Task item => From the records below, state how many lines include the word "image", giving only that number.

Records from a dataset
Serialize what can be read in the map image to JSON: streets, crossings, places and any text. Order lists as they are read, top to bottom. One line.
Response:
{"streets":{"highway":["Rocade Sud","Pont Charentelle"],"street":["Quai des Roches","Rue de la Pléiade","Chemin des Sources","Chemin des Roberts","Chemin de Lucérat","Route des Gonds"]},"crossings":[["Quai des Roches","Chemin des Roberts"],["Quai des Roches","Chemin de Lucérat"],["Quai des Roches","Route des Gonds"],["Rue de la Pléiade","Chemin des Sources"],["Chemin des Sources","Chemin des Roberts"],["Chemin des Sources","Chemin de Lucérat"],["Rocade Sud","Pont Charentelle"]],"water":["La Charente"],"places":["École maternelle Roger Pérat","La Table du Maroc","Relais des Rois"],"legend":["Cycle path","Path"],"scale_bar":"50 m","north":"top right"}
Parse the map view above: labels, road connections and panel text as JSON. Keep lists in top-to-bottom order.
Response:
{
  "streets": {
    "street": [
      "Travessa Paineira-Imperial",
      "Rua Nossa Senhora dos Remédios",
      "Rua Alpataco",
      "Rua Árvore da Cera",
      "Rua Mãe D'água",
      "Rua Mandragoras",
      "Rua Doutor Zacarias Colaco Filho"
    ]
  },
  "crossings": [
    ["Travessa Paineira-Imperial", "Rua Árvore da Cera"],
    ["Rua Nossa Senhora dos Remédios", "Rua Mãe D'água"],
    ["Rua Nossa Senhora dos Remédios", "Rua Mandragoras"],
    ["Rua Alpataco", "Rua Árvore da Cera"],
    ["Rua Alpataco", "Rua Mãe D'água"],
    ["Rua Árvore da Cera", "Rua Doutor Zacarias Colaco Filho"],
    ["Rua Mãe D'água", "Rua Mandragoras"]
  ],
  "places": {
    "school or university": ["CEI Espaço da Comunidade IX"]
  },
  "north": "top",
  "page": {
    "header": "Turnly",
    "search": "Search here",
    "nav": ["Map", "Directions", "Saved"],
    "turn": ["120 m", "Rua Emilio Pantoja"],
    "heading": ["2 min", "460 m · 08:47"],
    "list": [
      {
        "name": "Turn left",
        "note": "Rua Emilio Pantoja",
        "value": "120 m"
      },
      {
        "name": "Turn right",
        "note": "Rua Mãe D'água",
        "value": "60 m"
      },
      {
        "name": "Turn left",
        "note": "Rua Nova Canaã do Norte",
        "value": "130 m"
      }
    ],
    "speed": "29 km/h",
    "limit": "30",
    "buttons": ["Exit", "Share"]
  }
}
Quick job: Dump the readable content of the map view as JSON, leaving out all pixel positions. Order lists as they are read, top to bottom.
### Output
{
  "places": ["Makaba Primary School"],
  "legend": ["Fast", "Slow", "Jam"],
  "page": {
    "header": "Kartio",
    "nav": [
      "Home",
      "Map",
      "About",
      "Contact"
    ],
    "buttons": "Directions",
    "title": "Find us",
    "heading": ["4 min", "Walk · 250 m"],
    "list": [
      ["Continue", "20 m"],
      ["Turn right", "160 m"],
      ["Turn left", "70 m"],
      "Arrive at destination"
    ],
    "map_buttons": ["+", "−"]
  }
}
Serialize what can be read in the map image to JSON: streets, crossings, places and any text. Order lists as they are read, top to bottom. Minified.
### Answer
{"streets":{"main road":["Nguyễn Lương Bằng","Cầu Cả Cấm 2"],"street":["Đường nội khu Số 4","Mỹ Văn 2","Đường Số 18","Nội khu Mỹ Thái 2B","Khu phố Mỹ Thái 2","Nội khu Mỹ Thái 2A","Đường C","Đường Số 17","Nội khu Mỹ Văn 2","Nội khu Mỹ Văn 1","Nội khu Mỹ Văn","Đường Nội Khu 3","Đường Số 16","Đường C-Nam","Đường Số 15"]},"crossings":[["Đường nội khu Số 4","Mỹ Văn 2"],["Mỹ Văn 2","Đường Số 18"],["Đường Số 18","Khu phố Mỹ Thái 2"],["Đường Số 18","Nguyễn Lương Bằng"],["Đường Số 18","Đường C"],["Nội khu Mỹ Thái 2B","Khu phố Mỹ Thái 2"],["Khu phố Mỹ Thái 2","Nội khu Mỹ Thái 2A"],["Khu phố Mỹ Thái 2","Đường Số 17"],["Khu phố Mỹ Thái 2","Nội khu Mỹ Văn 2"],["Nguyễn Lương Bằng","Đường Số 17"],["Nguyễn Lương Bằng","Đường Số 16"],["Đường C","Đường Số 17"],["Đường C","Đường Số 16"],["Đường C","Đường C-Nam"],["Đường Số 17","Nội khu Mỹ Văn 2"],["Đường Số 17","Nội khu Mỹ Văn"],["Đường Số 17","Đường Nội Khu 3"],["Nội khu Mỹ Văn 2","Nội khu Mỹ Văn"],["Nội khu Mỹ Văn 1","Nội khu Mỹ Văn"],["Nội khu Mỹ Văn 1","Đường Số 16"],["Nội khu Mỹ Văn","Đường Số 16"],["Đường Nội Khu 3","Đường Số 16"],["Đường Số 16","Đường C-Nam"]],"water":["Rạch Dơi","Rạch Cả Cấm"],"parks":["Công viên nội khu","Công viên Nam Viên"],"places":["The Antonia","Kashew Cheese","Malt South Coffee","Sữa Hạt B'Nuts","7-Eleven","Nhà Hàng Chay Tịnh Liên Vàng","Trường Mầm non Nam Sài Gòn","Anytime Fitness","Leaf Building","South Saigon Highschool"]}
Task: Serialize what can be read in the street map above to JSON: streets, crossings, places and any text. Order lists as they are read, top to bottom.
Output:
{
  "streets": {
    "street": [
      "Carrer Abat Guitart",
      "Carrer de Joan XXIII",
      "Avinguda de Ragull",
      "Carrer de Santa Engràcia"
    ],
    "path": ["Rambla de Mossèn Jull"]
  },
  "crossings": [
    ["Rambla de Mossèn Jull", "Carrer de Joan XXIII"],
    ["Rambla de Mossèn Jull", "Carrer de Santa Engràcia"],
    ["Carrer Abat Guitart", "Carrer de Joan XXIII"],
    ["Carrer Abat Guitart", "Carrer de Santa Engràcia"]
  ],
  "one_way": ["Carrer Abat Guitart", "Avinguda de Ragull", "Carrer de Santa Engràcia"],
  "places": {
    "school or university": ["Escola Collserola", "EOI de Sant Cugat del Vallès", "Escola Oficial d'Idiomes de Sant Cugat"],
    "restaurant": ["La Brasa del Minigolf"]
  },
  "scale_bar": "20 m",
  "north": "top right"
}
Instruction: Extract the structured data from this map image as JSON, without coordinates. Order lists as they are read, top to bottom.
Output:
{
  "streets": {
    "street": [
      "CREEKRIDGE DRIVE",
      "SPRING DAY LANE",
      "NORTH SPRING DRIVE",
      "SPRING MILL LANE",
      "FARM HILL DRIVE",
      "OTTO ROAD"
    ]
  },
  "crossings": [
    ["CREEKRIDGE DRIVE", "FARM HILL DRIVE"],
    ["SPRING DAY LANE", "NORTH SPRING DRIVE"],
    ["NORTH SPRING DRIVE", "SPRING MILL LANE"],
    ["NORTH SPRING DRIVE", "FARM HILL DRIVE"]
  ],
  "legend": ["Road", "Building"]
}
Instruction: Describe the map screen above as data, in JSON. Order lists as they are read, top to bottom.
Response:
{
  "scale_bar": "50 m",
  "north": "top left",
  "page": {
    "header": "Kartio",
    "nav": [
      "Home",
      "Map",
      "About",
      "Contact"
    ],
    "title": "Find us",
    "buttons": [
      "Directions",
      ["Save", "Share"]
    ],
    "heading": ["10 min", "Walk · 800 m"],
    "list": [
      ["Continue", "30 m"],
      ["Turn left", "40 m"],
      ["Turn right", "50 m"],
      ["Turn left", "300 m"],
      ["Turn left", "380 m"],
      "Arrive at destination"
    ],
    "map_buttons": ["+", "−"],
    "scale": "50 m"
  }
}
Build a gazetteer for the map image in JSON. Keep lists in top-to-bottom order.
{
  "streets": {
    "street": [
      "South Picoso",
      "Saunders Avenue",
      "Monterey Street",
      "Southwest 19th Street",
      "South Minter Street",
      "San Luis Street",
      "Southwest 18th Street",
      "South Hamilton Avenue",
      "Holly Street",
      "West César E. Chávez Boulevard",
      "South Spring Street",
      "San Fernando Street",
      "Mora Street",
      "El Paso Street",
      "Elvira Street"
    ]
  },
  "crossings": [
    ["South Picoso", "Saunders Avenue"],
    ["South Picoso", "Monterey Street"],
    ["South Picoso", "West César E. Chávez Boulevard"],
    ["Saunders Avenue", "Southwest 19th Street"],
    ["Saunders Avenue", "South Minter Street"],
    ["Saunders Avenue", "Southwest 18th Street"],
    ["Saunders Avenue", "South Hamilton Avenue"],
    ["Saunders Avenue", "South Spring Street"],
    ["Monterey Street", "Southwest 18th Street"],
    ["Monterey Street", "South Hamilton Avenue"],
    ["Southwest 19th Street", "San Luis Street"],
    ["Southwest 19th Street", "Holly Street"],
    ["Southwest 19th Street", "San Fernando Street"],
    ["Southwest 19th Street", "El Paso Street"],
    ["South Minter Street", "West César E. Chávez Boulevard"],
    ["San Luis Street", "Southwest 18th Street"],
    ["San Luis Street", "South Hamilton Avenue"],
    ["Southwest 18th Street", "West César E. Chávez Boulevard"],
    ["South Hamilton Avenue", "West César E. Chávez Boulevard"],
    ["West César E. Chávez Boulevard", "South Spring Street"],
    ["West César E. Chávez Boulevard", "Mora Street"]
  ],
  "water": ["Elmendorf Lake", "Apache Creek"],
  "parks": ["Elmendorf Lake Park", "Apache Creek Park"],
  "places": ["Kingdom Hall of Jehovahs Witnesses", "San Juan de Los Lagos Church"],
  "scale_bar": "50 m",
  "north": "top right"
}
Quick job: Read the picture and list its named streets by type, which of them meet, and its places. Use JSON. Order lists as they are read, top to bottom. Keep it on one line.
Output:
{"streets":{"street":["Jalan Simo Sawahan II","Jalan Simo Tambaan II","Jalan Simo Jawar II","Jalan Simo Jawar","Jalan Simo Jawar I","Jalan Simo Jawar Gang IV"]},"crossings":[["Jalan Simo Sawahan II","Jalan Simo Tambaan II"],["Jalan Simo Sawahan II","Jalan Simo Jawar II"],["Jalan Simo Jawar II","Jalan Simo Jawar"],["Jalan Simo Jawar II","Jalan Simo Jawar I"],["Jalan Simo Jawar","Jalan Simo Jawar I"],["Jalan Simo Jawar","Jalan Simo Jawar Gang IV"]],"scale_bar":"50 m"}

Output of the exercise => 4